Maybe you have never planted a church, but if you pastor a church, you know what I mean and you probably have a story or two yourself. Friends leave.  They may have good reasons for leaving and they may have terrible reasons for leaving. They may leave for a reason that you will never even know, but it will still result in the loss of a friendship.

At that point, it is not really about the church anymore. I mean, we all know that people will leave. None of us is so naive as to think that everyone who attends our church will stay forever. Close friends are different though, and it hurts, especially if it is a bad breakup. Whether the reason for leaving is bad or good, it leaves a wound behind.

So what do we do? I think we mourn for a while, perhaps a long while if needed. We ask God to dress our wound. We process, we pray, and time goes by.
And you know what we don’t do? We don’t write that person off. We don’t forget all the good that existed in that friendship. We don’t subconsciously (or consciously) vow to never open ourselves up to people again.

I have been guilty of this. When my friends left a wake of pain behind them in their leaving, I could not think of anything but that pain. I forgot their support during the church plant, their faithful serving, their prayers and love and the fun times. Don’t do this. It is too easy a pit to fall into and too hard to climb out of. No matter how hurt, how betrayed, how disappointed you feel, do not link that person forever with the pain they caused you. They are more than a cause of pain to you; they are one whom God loves, as much as he loves you. And don’t decide to never have a friend again, because you fear they might hurt you too. Easy for me to say, hmm?
No, not easy, but true. And I want to live in truth, don’t you?

Tuesday, July 12, 2011

Hey, I need a pastor too.


So, who is my pastor? If you have ever been a pastors’ wife, or a pastor yourself you have probably asked this question.  Maybe you didn’t ask it out loud, maybe you only thought it, but you probably have at least wondered about it.
I think most Christians assume that pastors have some kind of person or group of people that they can go to for personal counsel and advice (This in itself is rarely true, but that is another story). But what about the pastors’ wife?  Should she expect pastoral care from her husband? Is he the best person to pastor her?  
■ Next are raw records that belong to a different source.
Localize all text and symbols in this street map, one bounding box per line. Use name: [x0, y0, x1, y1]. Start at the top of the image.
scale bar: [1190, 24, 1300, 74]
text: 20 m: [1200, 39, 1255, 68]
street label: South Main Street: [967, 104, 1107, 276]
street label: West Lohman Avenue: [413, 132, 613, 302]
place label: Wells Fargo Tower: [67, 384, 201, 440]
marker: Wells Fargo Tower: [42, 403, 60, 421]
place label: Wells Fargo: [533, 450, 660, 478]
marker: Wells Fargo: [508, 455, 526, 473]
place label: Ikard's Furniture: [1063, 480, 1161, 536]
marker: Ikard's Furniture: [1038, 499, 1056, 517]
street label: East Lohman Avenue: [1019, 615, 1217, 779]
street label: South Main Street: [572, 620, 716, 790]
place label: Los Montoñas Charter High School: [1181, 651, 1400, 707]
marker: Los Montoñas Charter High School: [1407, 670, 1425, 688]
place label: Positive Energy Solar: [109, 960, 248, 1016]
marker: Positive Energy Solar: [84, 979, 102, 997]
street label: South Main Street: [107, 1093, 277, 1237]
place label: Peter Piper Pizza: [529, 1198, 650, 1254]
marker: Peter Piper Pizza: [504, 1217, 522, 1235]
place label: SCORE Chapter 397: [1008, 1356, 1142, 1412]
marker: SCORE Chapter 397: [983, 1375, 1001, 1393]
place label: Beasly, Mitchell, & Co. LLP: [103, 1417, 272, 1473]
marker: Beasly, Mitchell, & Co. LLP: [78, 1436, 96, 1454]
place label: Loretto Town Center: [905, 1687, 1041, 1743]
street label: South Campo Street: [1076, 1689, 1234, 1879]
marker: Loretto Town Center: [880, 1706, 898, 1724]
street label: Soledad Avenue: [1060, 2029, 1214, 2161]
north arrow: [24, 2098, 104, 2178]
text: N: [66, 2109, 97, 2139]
I am not saying that your spouse can’t teach, minister to, pray for and lead you as your pastor. My husband is still my favorite speaker and I have heard him a gazillion times. He still speaks wonderful truth to my soul. He is wise, deep and a great source of spiritual knowledge for me. However, I can remember times when I felt I needed a pastor, but I didn’t want to talk to my husband.  I’m sure many of you have experienced this as well. I wanted  a completely objective person who I didn’t have to live with afterwards.  Maybe your spouse can put aside the fact that he is married to you when you come to him for, well, pastoral advice.  And maybe he can’t.  Or maybe, like me, you just want a different pastor for those times; one you aren’t married to. It can get tricky…
Every ministry couple has their own style of relating to each other and working together within the context of their marriage and church. Some rely on each other for every aspect of their spiritual development and some don’t.  Some pray together daily and some don’t. Some feel that they can talk to each other about anything, and some don’t. There is nothing wrong with needing a person other than your spouse for some kinds of pastoral care.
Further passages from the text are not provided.